The final intention would be to develop plans for a custom application-specific integrated circuits (ASIC), but the initial development will be carried out on an FPGA. While this project is still in progress, it demonstrates how particular codes, or sections of code suitable for highly parallel execution, can be implemented on FPGA technology which could supplement a CPU or CPU/GPU-based computing system in the future.
The search for dark matter
CERN are using Xilinx FPGAs to accelerate inferencing and sensor pre-processing workloads in CERN’s search for dark matter. The researchers behind the project are using the FPGA in combination with CERN’s other computing resources to process massive quantities of high-energy particle physics data at extremely fast rates to find clues to the origins of the universe. This requires filtering sensor data in real-time, to identify novel particle substructures that could contain evidence of the existence of dark matter and other physical phenomena.
A growing team of physicists and engineers from CERN, Fermilab (Fermi National Accelerator Laboratory), Massachusetts Institute of Technology (MIT), The University of Illinois at Chicago (UIC), and University of Florida (UF) led by Philip Harris, MIT, and Nhan Tran, a Wilson Fellow at Fermilab, wanted to have a flexible way to optimise custom-event filters in the Compact Muon Solenoid (CMS) detector they are working on at CERN. The very high data rates of up to 150 Terabytes/second in the CMS detector require event processing in real-time, but trigger filter algorithm development hindered the team’s ability to make progress.
Harris explained the idea behind the project: ‘We were inspired after talking to a few people who had been working on machine learning with FPGAs from the Microsoft brainwave team, and seeing on Github some very simple machine learning inference code written by EJ Kreinar using Xilinx’s Vivado HLS tool. The combination of those two got us very excited, because we could actually see the potential to do this hls4ml project to enable fast ML-based event triggers.’
The team set out to develop and benchmark a tool flow, based around Xilinx Vivado HLS, that would shorten the time needed to create machine learning algorithms for the CMS level one trigger. The hls4ml tool has a number of configurable parameters that enable users to customise the space of latency, initiation interval, and resource usage tradeoffs for their application.Prior to the team’s work to create hls4ml, physicists would have to manually create simple trigger algorithms, and engineers would then program the FPGAs in Verilog or VHDL. This was a very time-consuming process that could take several man-months of work by expert physicists and engineers.

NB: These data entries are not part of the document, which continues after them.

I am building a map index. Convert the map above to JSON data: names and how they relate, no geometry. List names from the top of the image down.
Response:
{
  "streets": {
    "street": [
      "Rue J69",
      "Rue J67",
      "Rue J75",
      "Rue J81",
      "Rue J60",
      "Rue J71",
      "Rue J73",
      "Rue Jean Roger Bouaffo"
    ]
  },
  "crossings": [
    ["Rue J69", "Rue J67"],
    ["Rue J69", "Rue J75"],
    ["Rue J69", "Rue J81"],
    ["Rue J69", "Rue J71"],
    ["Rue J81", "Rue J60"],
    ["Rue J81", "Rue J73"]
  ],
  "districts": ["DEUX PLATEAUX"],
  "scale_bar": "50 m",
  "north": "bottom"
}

Tran said: ‘We envisioned at a very high level putting neural networks into the level one trigger. Nobody had really considered the possibility of generically putting neural networks of all different types there. Once you give that capability to the community, then it can be everywhere. We’re seeing it in muon identification, tau leptons, photons, electrons – all the particles that we see – we can improve the performance using these more sophisticated techniques.’
Raising the level of abstraction with hls4ml allows the physicists to perform model optimisation with big data industry-standard open source frameworks such as Keras, TensorFlow or PyTorch. The output of these frameworks is used by hls4ml to generate the FPGA acceleration firmware. This automation was a big time saver. Tran said: ‘Electrical engineers are a scarce resource in physics and they’re quite expensive. The more we can use physicists to develop the algorithms and electrical engineers to design the systems, the better off we are. Making machine learning algorithms more accessible to the physicist helps a lot. That’s the beauty of why we started with HLS and not the Verilog or VHDL level. Now, we can do the whole chain from training to testing on an FPGA in a day.’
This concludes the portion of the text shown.